THE DATA ->
--- START ---

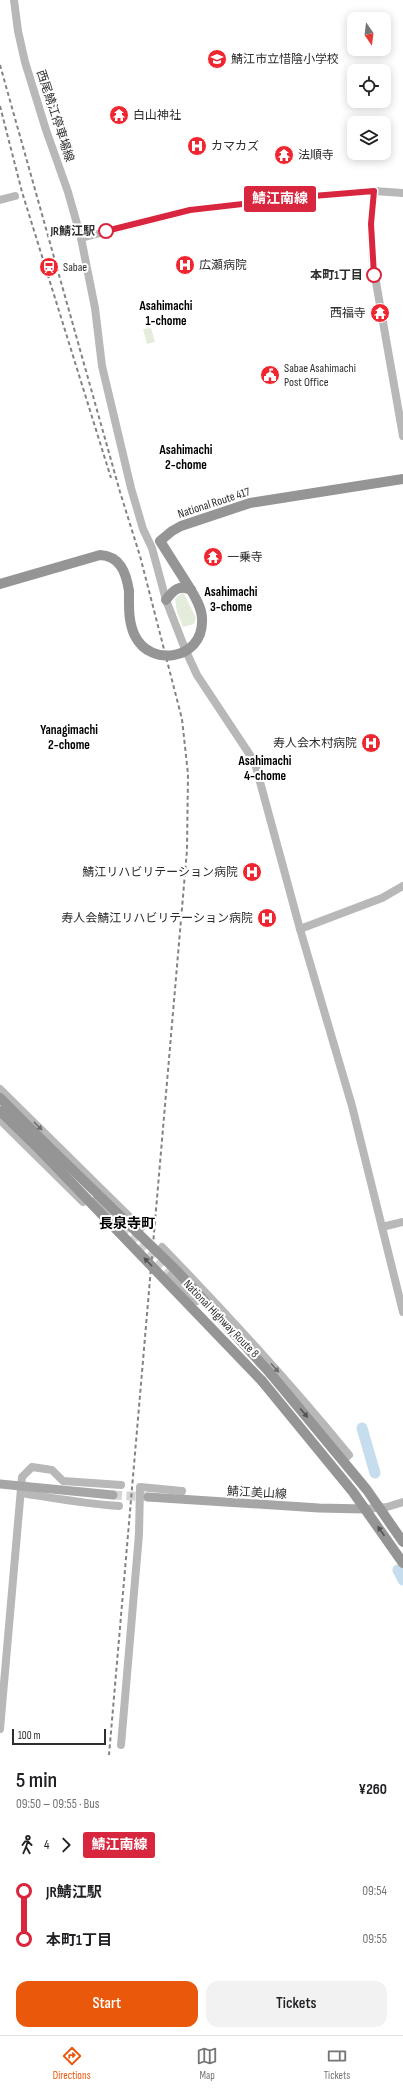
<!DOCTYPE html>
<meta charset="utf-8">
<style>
:root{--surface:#fff;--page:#f2f2f2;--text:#202124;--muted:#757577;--line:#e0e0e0;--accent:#ea580c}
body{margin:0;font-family:"Sofia Sans Condensed","Noto Sans JP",sans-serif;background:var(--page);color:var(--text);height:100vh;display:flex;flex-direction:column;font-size:15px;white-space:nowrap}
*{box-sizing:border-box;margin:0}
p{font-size:13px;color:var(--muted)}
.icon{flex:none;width:22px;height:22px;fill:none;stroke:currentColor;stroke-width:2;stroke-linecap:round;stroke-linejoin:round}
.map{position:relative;height:1755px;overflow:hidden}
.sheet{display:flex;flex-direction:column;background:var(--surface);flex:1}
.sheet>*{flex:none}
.badge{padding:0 8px;border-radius:3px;font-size:14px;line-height:26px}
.needle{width:26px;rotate:166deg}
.controls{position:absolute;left:347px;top:12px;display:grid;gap:8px}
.controls a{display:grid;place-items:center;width:44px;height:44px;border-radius:8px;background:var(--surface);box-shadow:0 2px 10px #0003;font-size:20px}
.scale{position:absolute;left:12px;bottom:10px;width:94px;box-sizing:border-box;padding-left:4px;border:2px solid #2e2e2e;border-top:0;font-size:11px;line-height:14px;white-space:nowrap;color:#2e2e2e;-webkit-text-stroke:3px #fff;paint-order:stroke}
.map>.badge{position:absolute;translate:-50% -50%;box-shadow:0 0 0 2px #fff}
.legs{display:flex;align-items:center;gap:6px;height:44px;padding:0 16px;font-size:13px}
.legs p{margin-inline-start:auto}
.head{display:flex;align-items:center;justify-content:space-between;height:68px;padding:0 16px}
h1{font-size:22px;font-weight:600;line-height:30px}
.action{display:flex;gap:8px;margin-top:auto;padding:8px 16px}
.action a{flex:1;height:46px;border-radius:12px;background:var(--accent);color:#fff;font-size:16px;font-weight:600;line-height:46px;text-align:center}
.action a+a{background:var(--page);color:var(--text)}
ul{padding:0 16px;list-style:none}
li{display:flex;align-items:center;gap:14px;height:48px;font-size:15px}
li i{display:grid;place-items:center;width:6px;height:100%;margin:0 5px;background:currentColor}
li i::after{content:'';width:10px;height:10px;margin:-5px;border:3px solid;border-radius:50%;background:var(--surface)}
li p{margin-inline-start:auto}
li:first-child i{background:linear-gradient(#0000 50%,currentColor 0)}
li:last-child i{background:linear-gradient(currentColor 50%,#0000 0)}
.menu{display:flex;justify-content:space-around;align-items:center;height:56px;border-top:1px solid var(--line);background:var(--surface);font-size:11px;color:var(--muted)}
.menu a{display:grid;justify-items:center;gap:2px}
.menu .on{color:var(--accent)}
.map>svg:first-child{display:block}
.green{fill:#e4ecdb}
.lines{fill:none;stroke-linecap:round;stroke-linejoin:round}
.river{stroke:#c6dded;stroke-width:11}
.secondary-tunnel{stroke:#d5d5d5;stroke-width:8;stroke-dasharray:8 4;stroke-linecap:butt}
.primary-tunnel{stroke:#d5d5d5;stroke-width:9;stroke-dasharray:9 4.5;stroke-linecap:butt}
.secondary{stroke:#b8b8b8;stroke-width:8}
.primary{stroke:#a6a6a6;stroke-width:9}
.highway{stroke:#959595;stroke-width:10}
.rail{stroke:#838383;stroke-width:2;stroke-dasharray:4 3;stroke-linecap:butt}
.highway-bridge{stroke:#959595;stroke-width:10}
.oneway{fill:#6c6c6c}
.oneway2{fill:#525252}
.line-1-casing{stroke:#fff;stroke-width:9}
.line-1{stroke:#d7263d;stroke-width:6}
.stop-1-dot{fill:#fff;stroke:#d7263d;stroke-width:2}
.labels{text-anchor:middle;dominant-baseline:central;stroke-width:4;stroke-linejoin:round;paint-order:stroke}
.poi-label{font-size:12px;fill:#2e2e2e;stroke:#fff;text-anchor:start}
.street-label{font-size:12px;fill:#2e2e2e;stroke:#fff}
.stop-label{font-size:12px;font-weight:bold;fill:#2e2e2e;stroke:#fff;text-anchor:end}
.neighbourhood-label{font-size:13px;font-weight:bold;fill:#000;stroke:#fff}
.quarter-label{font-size:14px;font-weight:bold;fill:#000;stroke:#fff}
</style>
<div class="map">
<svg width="403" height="1755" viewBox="0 0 403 1755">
<rect width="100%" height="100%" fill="#fff"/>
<g class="green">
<path d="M151,328L155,342L147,344L143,329Z"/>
<path d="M183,592L196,618L194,624L183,627L177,612L175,599Z"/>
</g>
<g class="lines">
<g class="river">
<path d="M362,1428L375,1473"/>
<path d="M398,1570L403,1580"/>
</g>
<path class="secondary-tunnel" d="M123,1227L171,1275"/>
<path class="primary-tunnel" d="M113,1495L148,1497"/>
<g class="secondary">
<path d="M14,0L18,31L25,62L46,130L68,192L81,238L95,308L102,366L131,488L143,529L152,548L166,600L185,649L197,675L250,755L256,767L300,929L352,1106L403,1312"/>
<path d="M374,191L371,224L373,265L403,436"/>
<path d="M0,200L15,196"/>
<path d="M81,238L190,210L313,196L374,191L403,193"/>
<path d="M300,929L382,898L403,886"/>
<path d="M0,1089L141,1228"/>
<path d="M0,1120L83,1202"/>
<path d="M96,1200L123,1227"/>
<path d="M382,1227L403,1222"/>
<path d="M162,1247C227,1314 290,1383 349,1455L343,1460"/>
<path d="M171,1275L197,1301"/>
<path d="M21,1493C54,1498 86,1504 119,1506"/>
<path d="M365,1509L387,1507L403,1502"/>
<path d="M0,1729L22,1477L32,1467L52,1470L63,1481L121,1485"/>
<path d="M121,1745L139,1534L140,1487L182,1491"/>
</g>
<g class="primary">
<path d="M0,1484L113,1495"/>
<path d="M148,1497L319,1508L365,1509"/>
</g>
<g class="highway">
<path d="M0,584L100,555C120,556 126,572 129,591"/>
<path d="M191,590L160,541L172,531L181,526L250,503L403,479"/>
<path d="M166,600C173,590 180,584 191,590"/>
<path d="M0,1098L46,1144"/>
<path d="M0,1111L40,1150"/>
<path d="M270,1373L367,1490L403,1542"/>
<path d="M262,1381L353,1492L403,1563"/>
</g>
<g class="rail">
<path d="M0,65L120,492L140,556L182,719L188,774L187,850L109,1755"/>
<path d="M0,106L22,192L111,478"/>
</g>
<g class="highway-bridge">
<path d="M129,591C129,606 128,622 135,636C151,668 202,659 202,622C203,611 197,600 191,590"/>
<path d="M46,1144L176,1270L270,1373"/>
<path d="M40,1150L262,1381"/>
</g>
</g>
<defs><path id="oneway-solid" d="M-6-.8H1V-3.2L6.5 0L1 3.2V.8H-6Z"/></defs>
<g class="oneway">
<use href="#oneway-solid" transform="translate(38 1126) rotate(45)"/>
<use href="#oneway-solid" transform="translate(275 1368) rotate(48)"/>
</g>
<g class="oneway2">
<use href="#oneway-solid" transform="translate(148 1262) rotate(-134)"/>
<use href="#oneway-solid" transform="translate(304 1413) rotate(50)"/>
<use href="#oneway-solid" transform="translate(381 1531) rotate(-125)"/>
</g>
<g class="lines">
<defs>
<path id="line-1" d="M106,231L190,210L313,196L374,191L371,224L374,275"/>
</defs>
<use href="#line-1" class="line-1-casing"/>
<use href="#line-1" class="line-1"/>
</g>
<defs>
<symbol id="school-disc" viewBox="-11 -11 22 22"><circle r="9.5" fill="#ef2630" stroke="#fff"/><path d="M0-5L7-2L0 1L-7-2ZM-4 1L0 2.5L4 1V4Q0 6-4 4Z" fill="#fff"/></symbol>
<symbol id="temple-disc" viewBox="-11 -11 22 22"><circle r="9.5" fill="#ef2630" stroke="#fff"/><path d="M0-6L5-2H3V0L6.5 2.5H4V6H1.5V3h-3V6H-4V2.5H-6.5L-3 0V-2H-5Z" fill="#fff"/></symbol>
<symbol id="hospital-disc" viewBox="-11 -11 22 22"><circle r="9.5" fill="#ef2630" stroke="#fff"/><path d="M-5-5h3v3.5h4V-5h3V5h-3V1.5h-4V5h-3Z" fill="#fff"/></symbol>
<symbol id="station-disc" viewBox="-11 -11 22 22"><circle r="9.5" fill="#ef2630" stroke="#fff"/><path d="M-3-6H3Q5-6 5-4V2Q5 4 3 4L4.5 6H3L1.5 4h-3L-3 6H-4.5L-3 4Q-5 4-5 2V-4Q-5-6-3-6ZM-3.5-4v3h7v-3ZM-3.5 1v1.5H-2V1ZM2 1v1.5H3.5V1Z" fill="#fff"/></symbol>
<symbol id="civic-disc" viewBox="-11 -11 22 22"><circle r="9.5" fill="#ef2630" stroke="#fff"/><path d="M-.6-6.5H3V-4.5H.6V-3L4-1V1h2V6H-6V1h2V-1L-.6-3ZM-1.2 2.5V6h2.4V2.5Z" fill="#fff"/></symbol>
</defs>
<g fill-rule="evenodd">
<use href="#school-disc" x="206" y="48" width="22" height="22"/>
<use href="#temple-disc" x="108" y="104" width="22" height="22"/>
<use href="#hospital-disc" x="186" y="135" width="22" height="22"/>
<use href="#temple-disc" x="273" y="144" width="22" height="22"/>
<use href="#hospital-disc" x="174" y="254" width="22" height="22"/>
<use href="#station-disc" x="38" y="256" width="22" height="22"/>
<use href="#temple-disc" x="369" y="302" width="22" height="22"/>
<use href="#civic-disc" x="259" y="364" width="22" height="22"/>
<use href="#temple-disc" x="202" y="546" width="22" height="22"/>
<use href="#hospital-disc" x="360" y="732" width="22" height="22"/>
<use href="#hospital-disc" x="241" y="861" width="22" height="22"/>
<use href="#hospital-disc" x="256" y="907" width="22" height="22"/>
</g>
<g class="stop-1-dot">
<circle cx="106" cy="231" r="7"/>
<circle cx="374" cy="275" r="7"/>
</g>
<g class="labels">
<g class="poi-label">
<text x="231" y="59">鯖江市立惜陰小学校</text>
<text x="133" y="115">白山神社</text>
<text x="211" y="146">カマカズ</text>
<text x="298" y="155">法順寺</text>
<text x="199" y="265">広瀬病院</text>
<text x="63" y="267">Sabae</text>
<text x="366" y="313" text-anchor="end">西福寺</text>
<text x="284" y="368">Sabae Asahimachi<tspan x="284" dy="14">Post Office</tspan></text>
<text x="227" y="557">一乗寺</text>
<text x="357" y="743" text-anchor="end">寿人会木村病院</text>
<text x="238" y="872" text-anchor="end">鯖江リハビリテーション病院</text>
<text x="253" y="918" text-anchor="end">寿人会鯖江リハビリテーション病院</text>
</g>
<g class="street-label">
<text transform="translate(55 116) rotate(72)">西尾鯖江停車場線</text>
<text transform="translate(214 503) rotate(-18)">National Route 417</text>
<text transform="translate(221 1319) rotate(46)">National Highway Route 8</text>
<text transform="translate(257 1493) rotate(3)">鯖江美山線</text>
</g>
<g class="stop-label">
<text x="95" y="231">JR鯖江駅</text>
<text x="363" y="275">本町1丁目</text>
</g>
<g class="neighbourhood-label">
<text x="166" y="306">Asahimachi<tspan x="166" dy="15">1-chome</tspan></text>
<text x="186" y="450">Asahimachi<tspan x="186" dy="15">2-chome</tspan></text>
<text x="231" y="592">Asahimachi<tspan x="231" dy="15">3-chome</tspan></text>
<text x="69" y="730">Yanagimachi<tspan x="69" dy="15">2-chome</tspan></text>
<text x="265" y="761">Asahimachi<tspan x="265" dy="15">4-chome</tspan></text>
</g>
<g class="quarter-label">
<text x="127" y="1223">長泉寺町</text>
</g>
</g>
</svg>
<div class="controls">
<a><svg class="needle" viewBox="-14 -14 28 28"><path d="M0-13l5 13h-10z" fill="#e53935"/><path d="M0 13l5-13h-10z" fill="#757577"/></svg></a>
<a><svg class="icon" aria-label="locate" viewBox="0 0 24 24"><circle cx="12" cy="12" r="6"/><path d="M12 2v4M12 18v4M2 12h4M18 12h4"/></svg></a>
<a><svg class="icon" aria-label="layers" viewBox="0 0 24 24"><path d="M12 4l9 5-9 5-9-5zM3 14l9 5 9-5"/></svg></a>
</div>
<div class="scale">100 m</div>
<b class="badge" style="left:280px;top:199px;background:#d7263d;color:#fff">鯖江南線</b>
</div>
<section class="sheet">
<div class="head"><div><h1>5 min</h1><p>09:50 – 09:55 · Bus</p></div><b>¥260</b></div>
<div class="legs"><svg class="icon" aria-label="walk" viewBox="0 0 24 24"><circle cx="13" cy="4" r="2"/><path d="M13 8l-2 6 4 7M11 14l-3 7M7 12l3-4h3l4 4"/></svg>4<svg class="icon" aria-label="forward" viewBox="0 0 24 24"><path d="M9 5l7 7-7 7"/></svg><b class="badge" style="background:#d7263d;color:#fff">鯖江南線</b></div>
<ul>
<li><i style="color:#d7263d"></i><b>JR鯖江駅</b><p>09:54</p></li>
<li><i style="color:#d7263d"></i><b>本町1丁目</b><p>09:55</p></li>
</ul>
<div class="action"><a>Start</a><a>Tickets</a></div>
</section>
<nav class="menu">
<a class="on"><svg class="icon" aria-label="directions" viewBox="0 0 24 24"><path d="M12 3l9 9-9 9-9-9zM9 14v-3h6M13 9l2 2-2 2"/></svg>Directions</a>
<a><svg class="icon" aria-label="map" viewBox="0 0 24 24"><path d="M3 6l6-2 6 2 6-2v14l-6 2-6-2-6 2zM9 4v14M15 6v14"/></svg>Map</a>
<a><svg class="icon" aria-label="tickets" viewBox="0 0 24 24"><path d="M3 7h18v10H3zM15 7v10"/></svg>Tickets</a>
</nav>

--- END ---

PROBLEM STATEMENT -> Go line by line through the material above and return each one that includes "sizing".

ANSWER FOR THE TASK ->
*{box-sizing:border-box;margin:0}
.scale{position:absolute;left:12px;bottom:10px;width:94px;box-sizing:border-box;padding-left:4px;border:2px solid #2e2e2e;border-top:0;font-size:11px;line-height:14px;white-space:nowrap;color:#2e2e2e;-webkit-text-stroke:3px #fff;paint-order:stroke}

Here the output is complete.